I want to retain my Weaviate data even If I restart my docker container

Hi!
I am using weaviate via docker container
Here is my docker code

netnanny-weaviate:
    container_name: netnanny-weaviate
    image: semitechnologies/weaviate:latest
    ports:
      - "8080:8080"
      - "50051:50051"
    environment:
      QUERY_DEFAULTS_LIMIT: '10'
      AUTHENTICATION_ANONYMOUS_ACCESS_ENABLED: 'true'
      PERSISTENCE_DATA_PATH: /var/lib/weaviate
    volumes:
      - ./weaviate_data:/var/lib/weaviate
    networks:
      - netnanny 

If I keep

 PERSISTENCE_DATA_PATH: './data'

and

volumes:
      - weaviate_data:/var/lib/weaviate

I am losing data stored in “weaviate_data” folder If I restart my docker container.

And If I keep

PERSISTENCE_DATA_PATH: '/var/lib/weaviate'

And

volumes:
      - weaviate_data:/var/lib/weaviate

I am getting this error

{“build_git_commit”:“258edad”,“build_go_version”:“go1.22.11”,“build_image_tag”:“1.25.30”,“build_wv_version”:“1.25.30”,“level”:“info”,“msg”:“attempting to join”,“remoteNodes”:[“172.27.0.2:8300”],“time”:“2025-02-20T07:02:09Z”}
{“build_git_commit”:“258edad”,“build_go_version”:“go1.22.11”,“build_image_tag”:“1.25.30”,“build_wv_version”:“1.25.30”,“level”:“info”,“msg”:“attempted to join and failed”,“remoteNode”:“172.27.0.2:8300”,“status”:8,“time”:“2025-02-20T07:02:09Z”} .

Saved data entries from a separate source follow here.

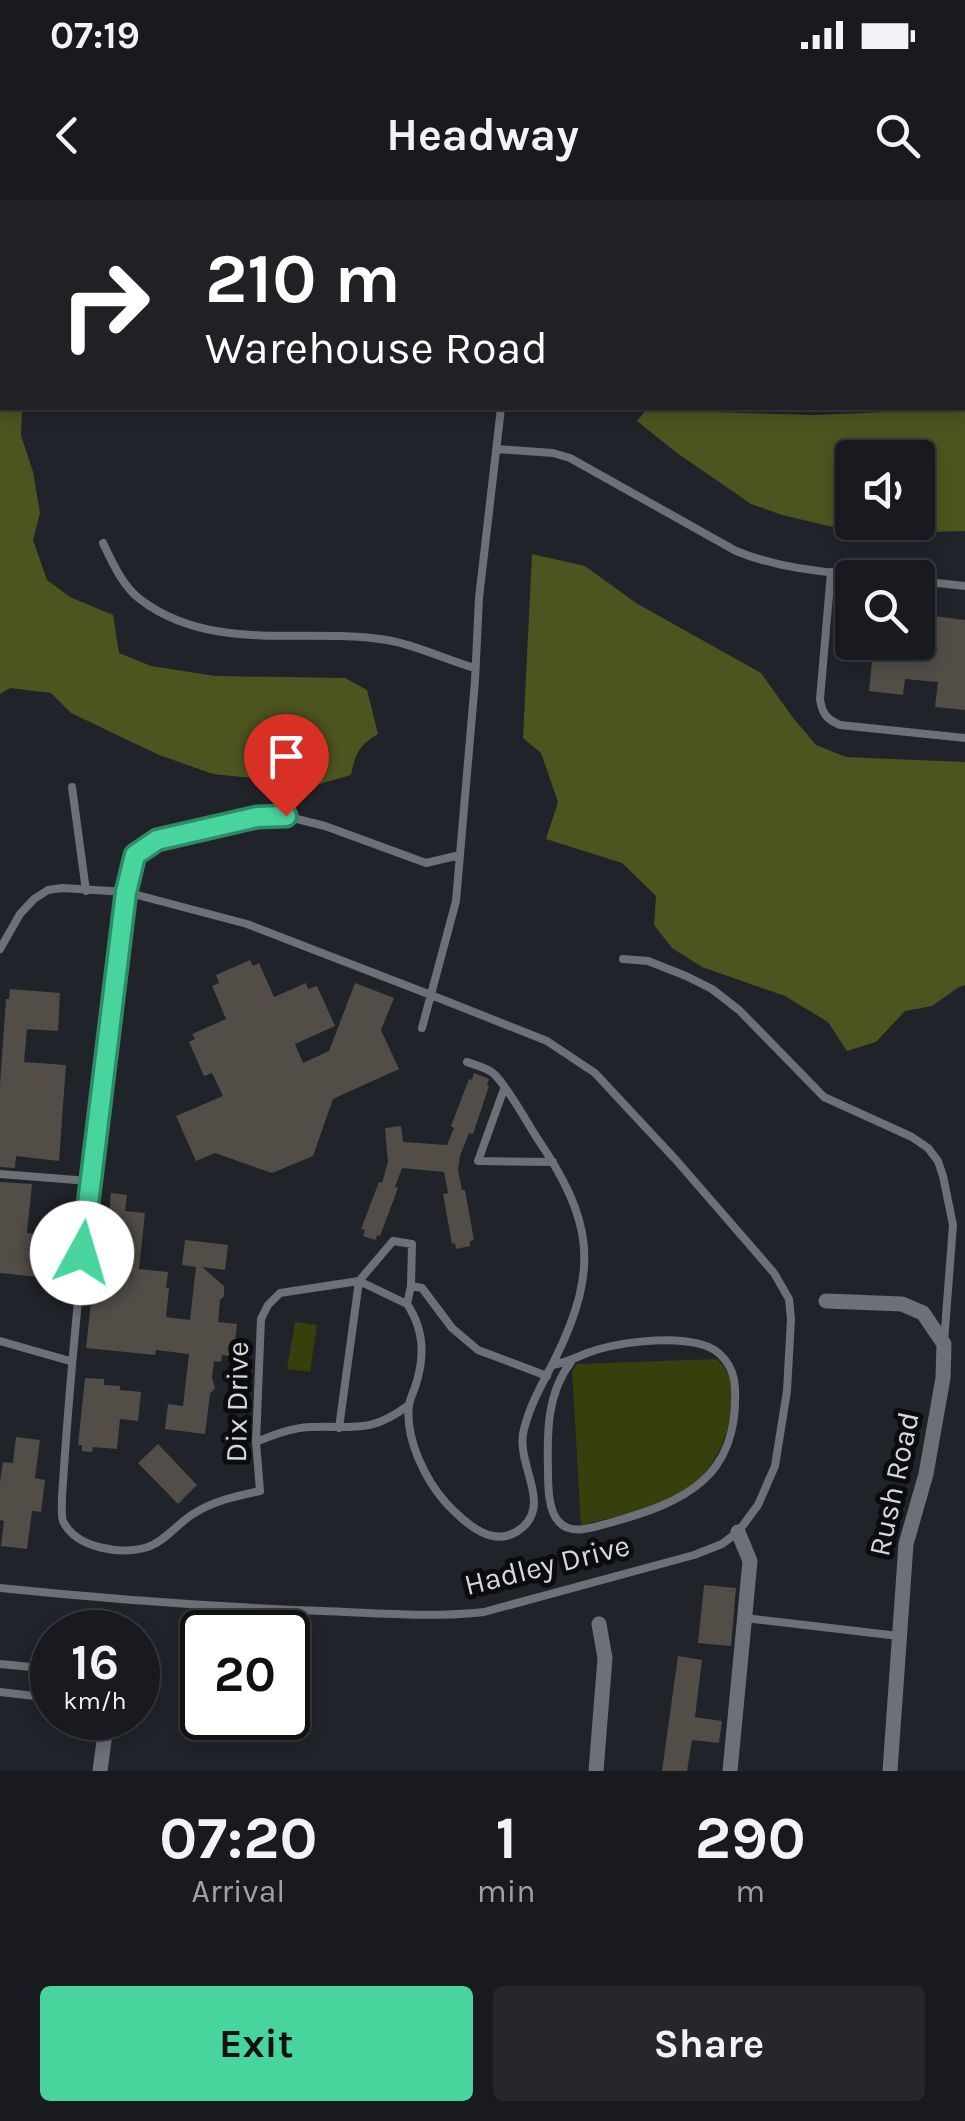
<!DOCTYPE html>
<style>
body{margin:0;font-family:Karla,sans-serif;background:#25272c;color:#f1f3f6;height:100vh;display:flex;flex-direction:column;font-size:38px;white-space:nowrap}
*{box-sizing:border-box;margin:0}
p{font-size:32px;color:#9fa1a4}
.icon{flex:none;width:55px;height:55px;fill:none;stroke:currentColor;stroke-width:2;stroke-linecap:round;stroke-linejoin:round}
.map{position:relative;height:1571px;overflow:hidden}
.side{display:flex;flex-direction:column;background:#181a1f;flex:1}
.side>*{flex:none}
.banner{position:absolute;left:0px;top:0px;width:965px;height:210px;box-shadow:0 5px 15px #0003,0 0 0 2px #36383d;background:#202124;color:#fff;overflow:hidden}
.fabs{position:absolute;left:835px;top:240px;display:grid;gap:20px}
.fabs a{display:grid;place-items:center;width:100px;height:100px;border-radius:10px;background:#181a1f;box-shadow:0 5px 15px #0003,0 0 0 2px #36383d;font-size:50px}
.speed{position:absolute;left:30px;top:1410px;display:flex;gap:20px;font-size:50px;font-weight:700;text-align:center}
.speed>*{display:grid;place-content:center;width:130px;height:130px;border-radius:50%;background:#181a1f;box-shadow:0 5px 15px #0003,0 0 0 2px #36383d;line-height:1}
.speed small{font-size:25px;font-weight:400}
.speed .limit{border:5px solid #111;border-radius:15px;background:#fff;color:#111}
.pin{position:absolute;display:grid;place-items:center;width:85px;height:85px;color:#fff;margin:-102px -42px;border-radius:50% 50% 50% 0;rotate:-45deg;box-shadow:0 0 10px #0007}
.pin .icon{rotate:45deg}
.me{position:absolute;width:110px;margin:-55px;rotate:6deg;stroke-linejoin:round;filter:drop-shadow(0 0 8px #0008)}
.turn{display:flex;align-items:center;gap:35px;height:210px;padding:0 40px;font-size:45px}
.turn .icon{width:130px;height:130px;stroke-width:2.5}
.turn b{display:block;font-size:70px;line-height:85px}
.eta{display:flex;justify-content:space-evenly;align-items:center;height:170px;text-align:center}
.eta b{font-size:60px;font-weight:700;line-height:70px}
.button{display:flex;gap:20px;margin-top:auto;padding:20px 40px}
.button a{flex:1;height:115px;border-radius:10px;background:#48d49d;color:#111;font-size:40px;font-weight:700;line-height:115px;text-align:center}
.button a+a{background:#25272c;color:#f1f3f6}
.status{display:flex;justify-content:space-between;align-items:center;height:70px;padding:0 50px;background:#181a1f;direction:ltr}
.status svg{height:28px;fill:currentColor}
header{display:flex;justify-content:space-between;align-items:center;height:130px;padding:0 40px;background:#181a1f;font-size:45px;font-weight:700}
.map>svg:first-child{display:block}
.built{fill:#272c38}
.green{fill:#373f0d}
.forest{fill:#4c551f;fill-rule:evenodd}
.building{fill:#524d47}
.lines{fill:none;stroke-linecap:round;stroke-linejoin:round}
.lane{stroke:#6c7078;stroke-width:8}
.street{stroke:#6c7078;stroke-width:15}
.secondary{stroke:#6c7078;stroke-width:20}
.route-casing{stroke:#2f8a66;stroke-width:25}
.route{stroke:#48d49d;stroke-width:18}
.labels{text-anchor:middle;stroke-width:10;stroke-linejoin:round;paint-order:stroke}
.street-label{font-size:30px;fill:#d5d7db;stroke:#0b0c0f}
</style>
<div class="status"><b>07:19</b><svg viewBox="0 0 49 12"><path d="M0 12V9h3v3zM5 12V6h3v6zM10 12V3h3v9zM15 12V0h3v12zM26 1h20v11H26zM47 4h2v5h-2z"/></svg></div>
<header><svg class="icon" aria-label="back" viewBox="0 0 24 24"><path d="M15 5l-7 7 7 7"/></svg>Headway<svg class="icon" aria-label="search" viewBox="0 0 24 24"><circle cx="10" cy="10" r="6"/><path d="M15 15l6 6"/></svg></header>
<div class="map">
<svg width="965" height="1571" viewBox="0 0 965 1571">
<rect width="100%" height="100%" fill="#202329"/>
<path class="built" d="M0 0H448V2H2V72L0 71Z"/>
<path class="green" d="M295 1122 317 1125 310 1172 287 1169Z
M717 1159C733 1173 735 1196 731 1216 711 1302 655 1307 581 1325L572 1171 577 1164Z"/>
<path class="forest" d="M0 129 2 130V208H22L21 235 33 272 40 313 33 340 47 380 70 397 113 415 119 453 151 466 215 476 345 478 367 490 378 534C360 544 355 554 351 575L316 585 213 574 159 555 71 513 51 493 10 488 0 494Z
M965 187V331L863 334 782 315 751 304 677 253 637 221 646 210 814 215 908 211 916 208H962L963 188ZM852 258H918V322H852Z
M532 354 585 366 636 403 761 473 794 519 816 545 846 557 965 562V785L959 787 932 806 905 811 876 842 847 851 828 822 785 796 702 767 672 748 654 725 656 696 622 663 546 639 558 602 541 553 523 538Z"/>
<path class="building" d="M918 414 965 420V510L935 507 938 482 905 479 903 495 869 491 874 442H918Z
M250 760 253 766 259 763 274 797 306 783 308 789 317 786 335 826 295 844 303 863 329 851 355 783 394 798 381 830 399 869 333 899 313 956 272 973 215 953 196 961 176 916 223 896 212 873 204 876 189 842 195 839 192 834 226 819 212 786 219 783 216 775Z
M10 789 60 793 58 831 27 829 24 862 66 865 59 961 16 956 15 968 0 967V885L6 799H9Z
M474 873 489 879 487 885 489 886 473 934 469 933 460 956 458 970 462 990H465L474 1040 470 1041V1046L456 1049 455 1043 452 1044 443 994 448 993 444 972 402 968 395 987 398 988 380 1036 377 1035 376 1040 363 1036 365 1030 361 1029 379 982 382 983 388 962 385 928 401 926 403 942 447 945 454 928 451 926 469 879 472 880Z
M0 982 32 984 27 1033 75 1037 72 1067 49 1065 48 1078 0 1073Z
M111 993 127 995 125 1011 145 1013 139 1069 168 1072 166 1088H169L166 1117 190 1120 196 1067 182 1065 185 1040 228 1045 225 1070 202 1067 224 1086V1096L220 1100 218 1122 237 1124 234 1157 222 1155 221 1162 214 1161 212 1178 215 1188 210 1194 205 1234 165 1229 168 1204 183 1206 189 1154 156 1150 155 1155 86 1148 93 1082 102 1083Z
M85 1178 104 1179V1185L120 1186V1190L141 1192 138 1221 120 1219 117 1249 93 1247 92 1252 82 1251V1245H78Z
M16 1237 40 1240 35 1278 45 1280 41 1312 32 1311 27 1349 1 1346 4 1321 0 1320V1282L3 1262 13 1263Z
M158 1244 197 1285 178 1304 138 1263Z
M704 1385 736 1388 731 1446 698 1443Z
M678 1456 702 1460 695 1517 722 1521 719 1543 692 1540 687 1571H662Z"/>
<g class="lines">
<path class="lane" d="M496 249 553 253 570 258 736 351C782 370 832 372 881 378
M103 343C112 362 123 387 141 400 213 454 306 427 387 440 417 445 446 460 475 468
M831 372 820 499C822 513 826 519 840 525L965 538
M918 381 965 386
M72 587 86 691
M0 749 20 714 34 699 48 690 62 688 126 692 247 724 431 795 547 841 595 873 676 960 774 1073 789 1099 791 1119 787 1191 775 1266 758 1305 738 1332 722 1344 694 1355 484 1412C430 1418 376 1413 322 1411 215 1407 107 1399 0 1388
M623 759 648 761 686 776 712 789 739 810 824 897 912 937 928 948 938 961 943 976 953 1025 944 1142
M422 828 456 701 475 481 479 398 501 208
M504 889 478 961 553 962
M0 974 89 981
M411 1086 422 1088 452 1128 478 1150 547 1176
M407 1104 359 1081 280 1093 268 1105 261 1119 256 1242 260 1291C236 1296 213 1301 193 1314 177 1324 165 1341 148 1347 122 1355 76 1349 63 1321 61 1315 62 1304 62 1297 75 1094 100 893 126 692L135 655 157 640 257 617 285 616 325 626 426 663 460 655
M407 1104C424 1129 425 1156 416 1184 414 1191 410 1198 409 1205 405 1239 425 1279 446 1303 465 1323 495 1352 523 1327 550 1303 518 1266 523 1234 528 1207 544 1181 556 1157 600 1067 592 1019 537 938 526 921 508 887 494 874 488 868 475 865 467 862
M0 1141 70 1161
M552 1165C565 1163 575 1158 587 1153 617 1142 669 1136 700 1144 721 1149 734 1166 735 1188 739 1278 685 1302 609 1323 594 1327 572 1336 559 1322 548 1311 548 1285 548 1270 547 1232 547 1193 571 1162
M339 1228 359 1081 393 1041 412 1044 411 1086 407 1104
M256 1242C273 1235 291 1228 310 1227 355 1225 368 1235 409 1205
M745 1418 899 1436
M0 1464 52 1469
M0 1492 52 1498"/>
<path class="street" d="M826 1101 902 1104 923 1113 944 1144 943 1178 926 1274 906 1344 890 1571
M103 1429 105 1432
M100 1571 107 1518
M596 1571 605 1458 599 1424
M730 1571 750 1361 738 1332"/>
<path class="secondary" d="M922 2 926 0
M0 79H2
M0 111H2
M962 119H965"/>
</g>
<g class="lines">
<g class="route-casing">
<path id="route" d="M82 1053 126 692 135 655 157 640 257 617 286 616"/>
</g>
<use href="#route" class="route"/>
</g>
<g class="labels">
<g class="street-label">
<text transform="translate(237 1202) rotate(-89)" y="10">Dix Drive</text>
<text transform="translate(894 1284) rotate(-78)" y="10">Rush Road</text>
<text transform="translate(547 1365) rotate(-14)" y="10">Hadley Drive</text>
</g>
</g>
</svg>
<div class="fabs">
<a><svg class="icon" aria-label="sound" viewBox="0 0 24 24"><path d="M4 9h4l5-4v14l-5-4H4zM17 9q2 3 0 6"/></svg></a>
<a><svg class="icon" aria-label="search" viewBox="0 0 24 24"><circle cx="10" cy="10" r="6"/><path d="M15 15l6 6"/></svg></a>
</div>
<div class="speed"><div>16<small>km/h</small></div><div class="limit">20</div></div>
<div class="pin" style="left:286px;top:616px;background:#d93025"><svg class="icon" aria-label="arrive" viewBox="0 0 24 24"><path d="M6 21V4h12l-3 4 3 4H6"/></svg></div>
<svg class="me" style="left:82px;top:1053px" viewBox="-20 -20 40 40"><circle r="19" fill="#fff"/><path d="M0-13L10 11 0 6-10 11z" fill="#48d49d"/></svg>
<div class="banner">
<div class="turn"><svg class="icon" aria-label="right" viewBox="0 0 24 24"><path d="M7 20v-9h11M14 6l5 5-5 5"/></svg><div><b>210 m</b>Warehouse Road</div></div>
</div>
</div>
<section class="side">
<div class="eta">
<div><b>07:20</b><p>Arrival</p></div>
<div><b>1</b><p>min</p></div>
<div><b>290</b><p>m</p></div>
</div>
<div class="button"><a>Exit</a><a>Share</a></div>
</section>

Could you please let me know what I am doing wrong here. My only aim is I don’t want to lose the data If I restart my docker container.
Thank you

hi @Jotheraj_kori !!

Welcome to our community :hugs:

PERSISTENCE_DATA_PATH will tell Weaviate where the data will be stored.

As you are running Docker, you need to make sure that this folder will be mounted as volume.

this docker compose:

services:
  netnanny-weaviate:
      container_name: netnanny-weaviate
      image: semitechnologies/weaviate:latest
      ports:
        - "8080:8080"
        - "50051:50051"
      environment:
        QUERY_DEFAULTS_LIMIT: '10'
        AUTHENTICATION_ANONYMOUS_ACCESS_ENABLED: 'true'
        PERSISTENCE_DATA_PATH: /var/lib/weaviate
      volumes:
        - ./weaviate_data:/var/lib/weaviate

have worked for me :thinking:

Notice that Weaviate content will not be stored at a folder called weaviate_data that will be side by side with the docker compose.yaml

Let me know if that helps!

THanks!

1 Like

Hi @DudaNogueira

Thank you for response
I have modified the code as per your suggestion.
Here is my code

netnanny-weaviate:
    container_name: netnanny-weaviate
    image: semitechnologies/weaviate:latest
    ports:
      - "8080:8080"
      - "50051:50051"
    environment:
      QUERY_DEFAULTS_LIMIT: '20' 
      AUTHENTICATION_ANONYMOUS_ACCESS_ENABLED: 'true'
      PERSISTENCE_DATA_PATH: '/var/lib/weaviate'
    volumes:
      - ./weaviate_data:/var/lib/weaviate 
    networks:
      - netnanny 

But Still I am facing some issue .
when I checked the logs of container this is what I am getting “attempted to join and failed”

Thank you!

Oh! I see. That’s only an info message.

Because this cluster is a single node, you can ignore it :slight_smile:

With this docker-compose, were you able to retain the data?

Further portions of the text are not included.